The purpose of the second component of validation, ongoing monitoring, is to confirm that the model was implemented appropriately and continues to perform as intended. Process verification and benchmarking are its key elements. Process verification includes making sure that data are accurate and complete; that models are being used, monitored, and updated as designed; and that appropriate action is taken if deficiencies exist. Benchmarking uses alternative data sources or risk assessment approaches to draw inferences about the correctness of model outputs before outcomes are actually known. The time needed to generate a sufficient number of representative accounts (good and bad) to evaluate the effectiveness of the model post-implementation will vary depending on the product-type or customer group. Consequently, benchmarking becomes an important tool in the validation process because it provides an earlier-read of model performance than is available from back-testing.
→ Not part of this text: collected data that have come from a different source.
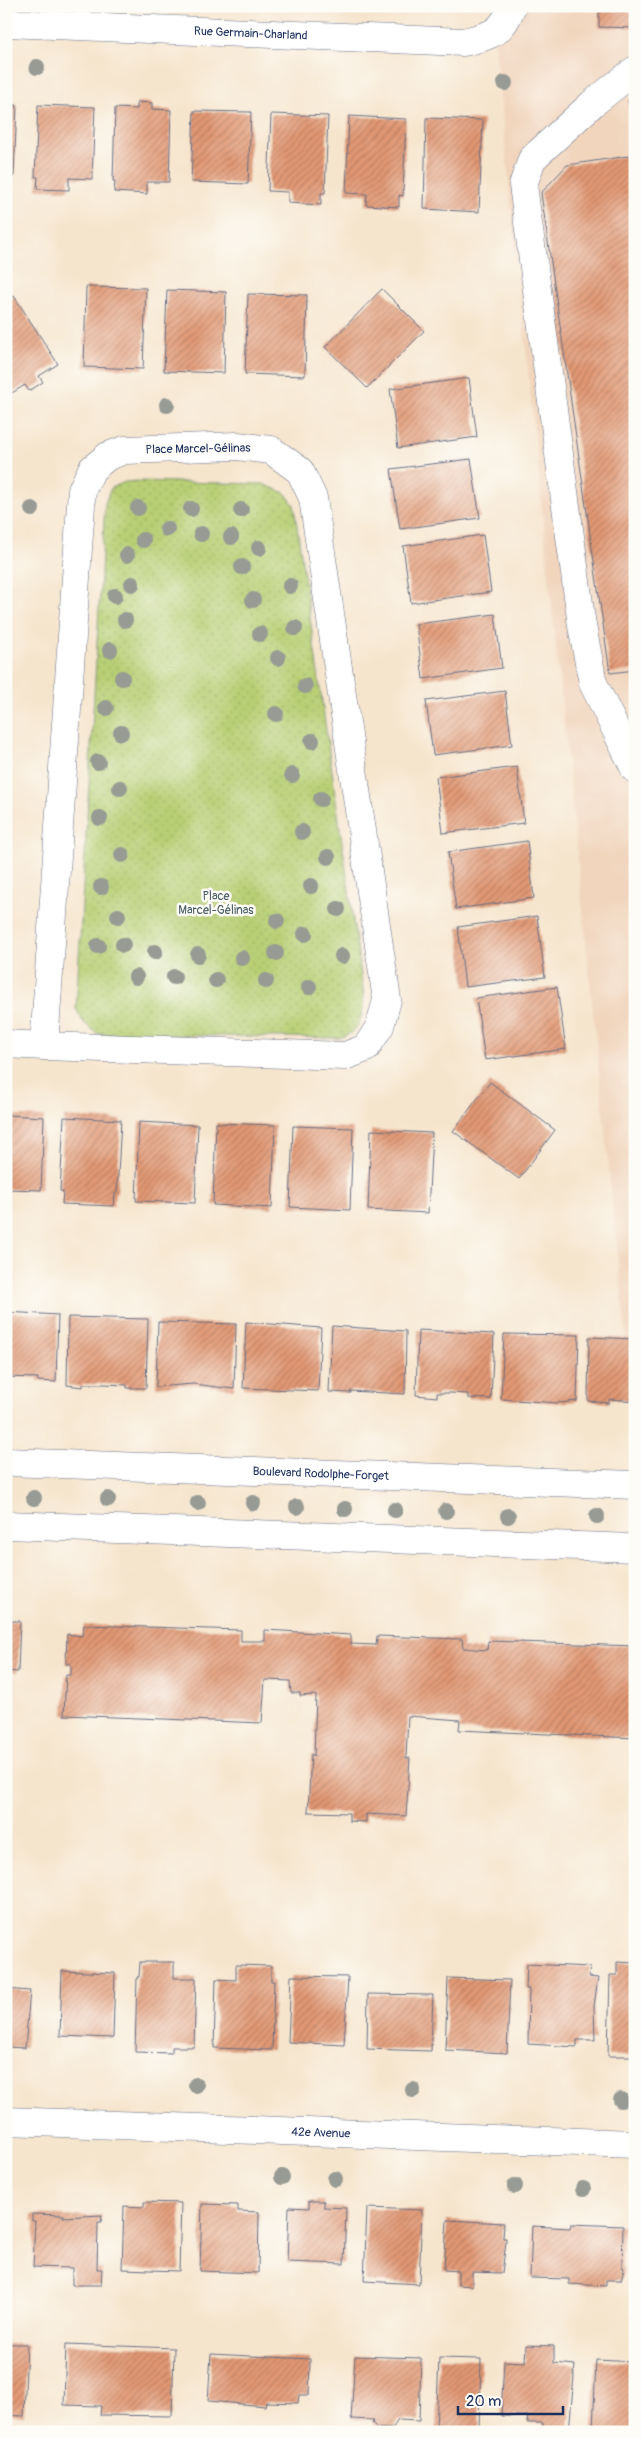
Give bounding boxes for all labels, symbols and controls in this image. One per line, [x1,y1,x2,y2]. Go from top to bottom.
street label: Rue Germain-Charland [194,23,308,43]
street label: Place Marcel-Gélinas [145,441,251,457]
park label: Place Marcel-Gélinas [178,889,254,918]
street label: Boulevard Rodolphe-Forget [252,1464,389,1484]
street label: 42e Avenue [291,2124,351,2141]
scale bar [458,2383,564,2415]
text: 20 m [466,2392,501,2411]

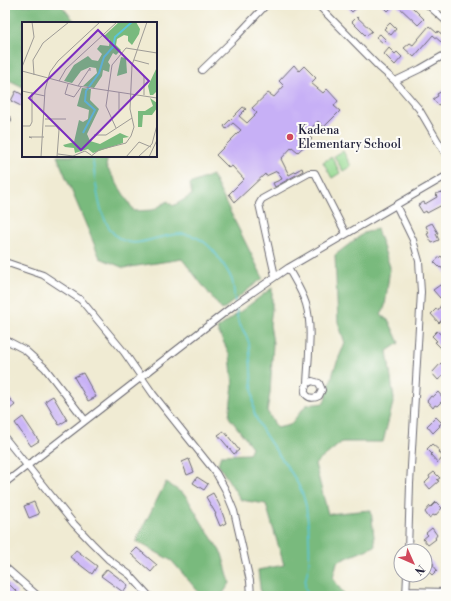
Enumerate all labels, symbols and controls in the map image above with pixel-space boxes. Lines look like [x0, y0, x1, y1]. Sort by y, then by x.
inset map [22, 22, 157, 157]
place label: Kadena Elementary School [298, 123, 402, 152]
marker: Kadena Elementary School [285, 132, 295, 142]
north arrow [393, 543, 433, 583]
text: N [411, 561, 427, 578]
The third component of validation, outcomes analysis, compares the bank's forecasts of model outputs with actual outcomes. It should include back-testing, which is the comparison of the outcomes forecasted by the models with actual outcomes during a sample period not used in model development (out-of-sample testing).
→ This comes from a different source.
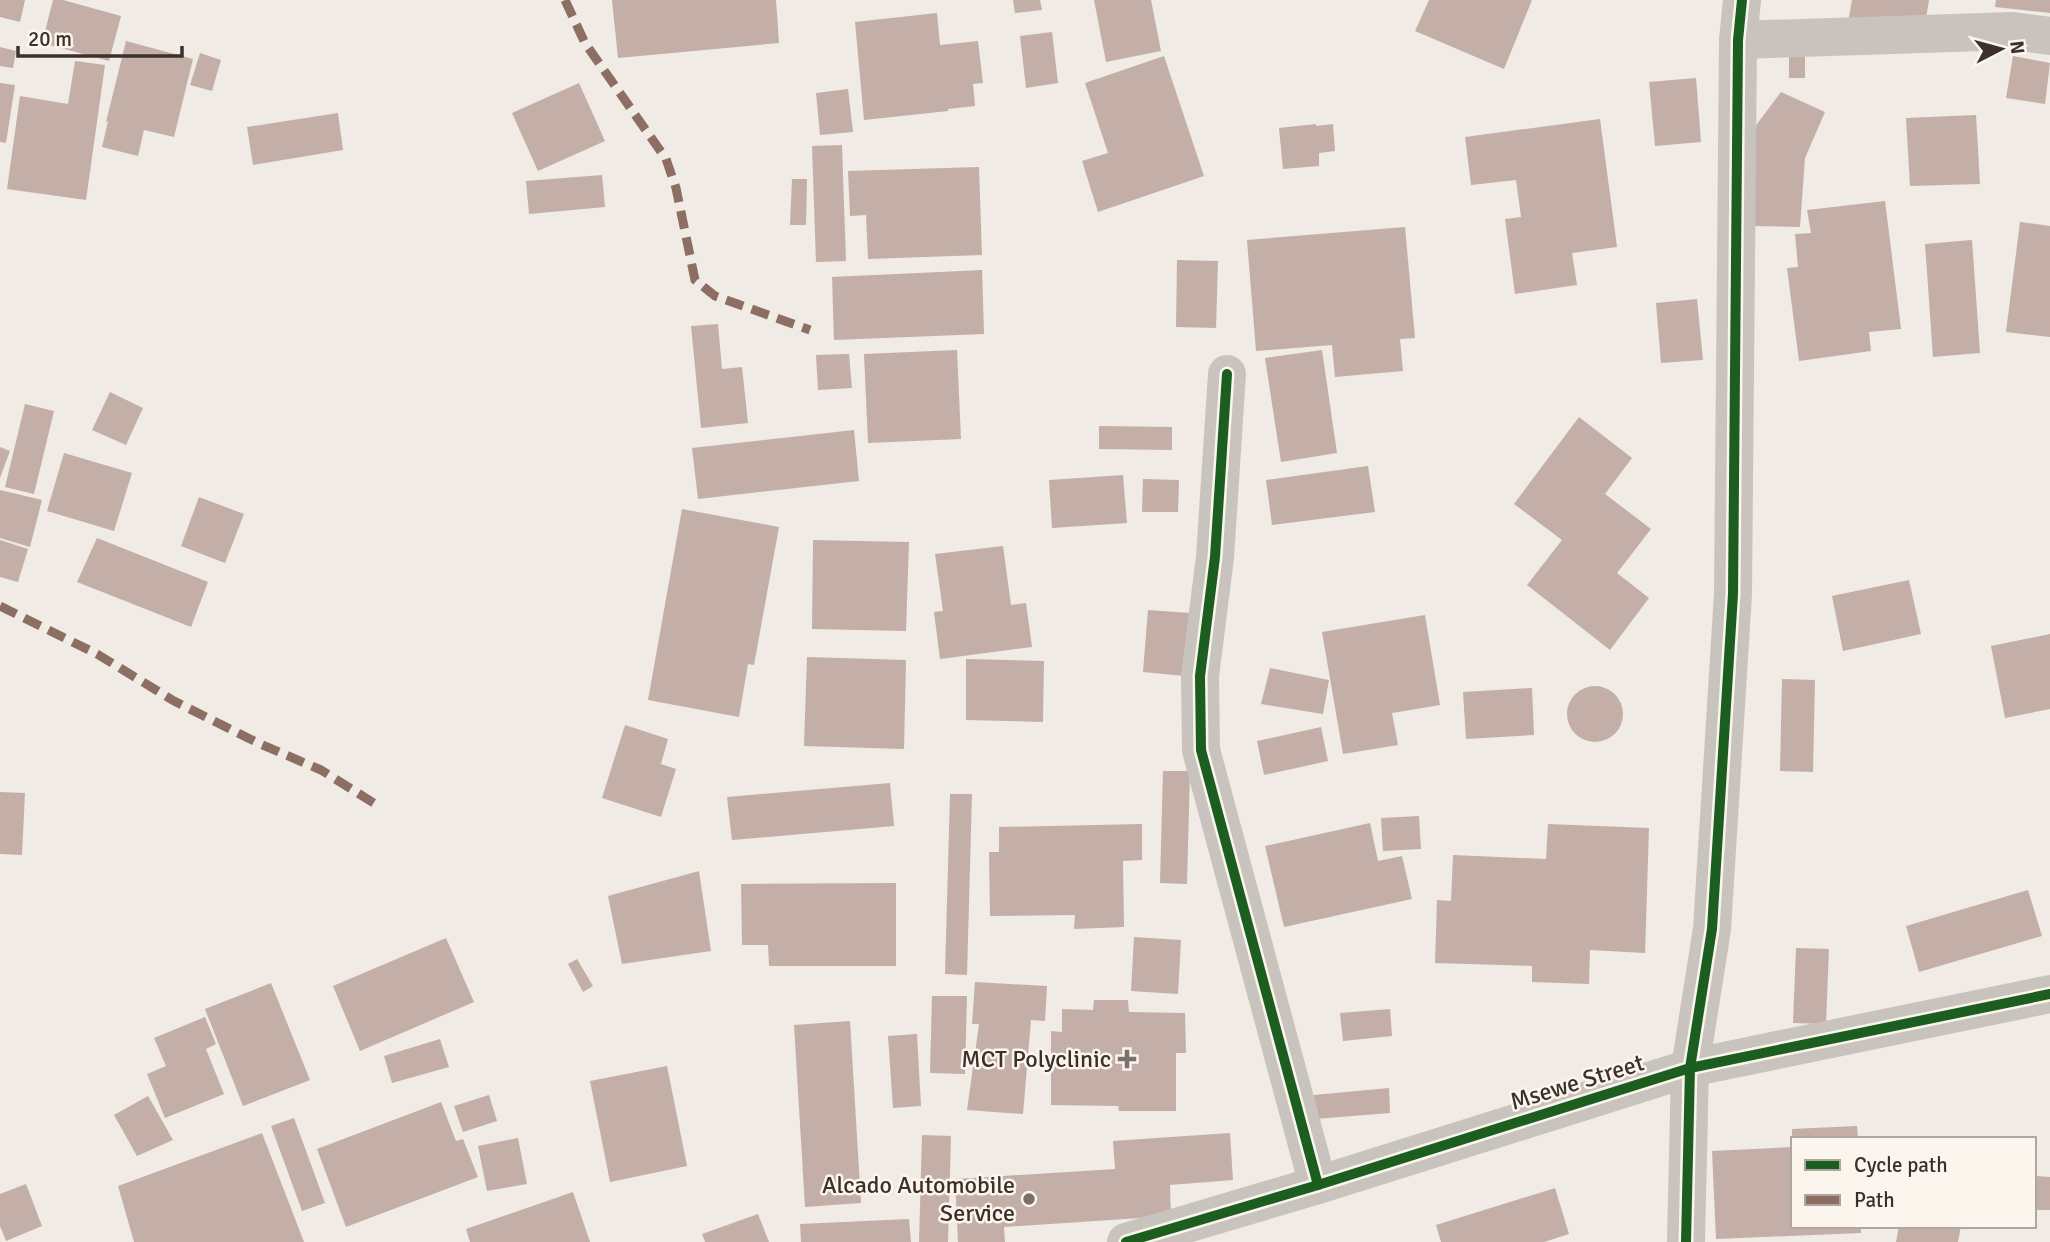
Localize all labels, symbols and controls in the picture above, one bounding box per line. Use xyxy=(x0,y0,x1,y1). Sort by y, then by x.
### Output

Benchmarking and back-testing differ in that when differences are observed between the model output estimates and the benchmark, it does not necessarily indicate that the model is in error. Rather, the benchmark is an alternative prediction, and the difference may be due to different data or methods. When reviewing the bank's benchmarking exercises, examiners should find out whether management investigates the source of the differences and determines whether the extent of the differences is appropriate.
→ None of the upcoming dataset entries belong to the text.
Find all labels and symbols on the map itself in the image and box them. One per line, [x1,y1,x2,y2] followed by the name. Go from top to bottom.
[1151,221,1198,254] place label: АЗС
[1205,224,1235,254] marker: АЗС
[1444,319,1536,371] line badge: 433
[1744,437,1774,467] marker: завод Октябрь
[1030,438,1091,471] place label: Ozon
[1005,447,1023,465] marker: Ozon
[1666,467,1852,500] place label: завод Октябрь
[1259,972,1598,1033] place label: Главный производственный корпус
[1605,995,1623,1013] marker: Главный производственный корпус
Examiners can compare the delinquency rate at each score interval as a simple test of overall performance of the scoring system. If the system is performing adequately, a correlation between the scores and delinquency rates (that is, delinquency rates increase as projected risk (as reflected in the scores) increases) should be evident. Examiners may also want to review the results of various tests that management may be using. For example, divergence statistics and the population stability index are sometimes used. Divergence statistics measure the distance between the average score of satisfactory accounts and average score of unsatisfactory accounts. The greater the distance, the more effective the scoring system is at segregating good and bad accounts. If the difference is small, a new or redeveloped scoring system may be warranted. The population stability index compares divergence with the original development sample and helps identify and measure erosion in the model's predictive power. Other advanced statistical tools include Chi square, Kolomogorov-Smirnov (K-S) tests, and Gini coefficients. While examiners generally do not need to know the specifics of all of these types of tests, they should be aware that these tests are common in the industry and should expect management to be able to explain the validation tools used. Management's development of effective processes and exercise of sound judgment are just as important as the measurement technique used.
Incorporation of combinations of model expertise and skill levels in the validation process is not uncommon. For example, internal staff could be used to verify the integrity of data inputs while a third party could be used to validate model theory and code. Examiners should determine what management's procedures are for ensuring that vendors' validation procedures are appropriate and meet the bank's standards. Management is ultimately responsible for ensuring the validation processes used, whether internal or external, are appropriate and adequate.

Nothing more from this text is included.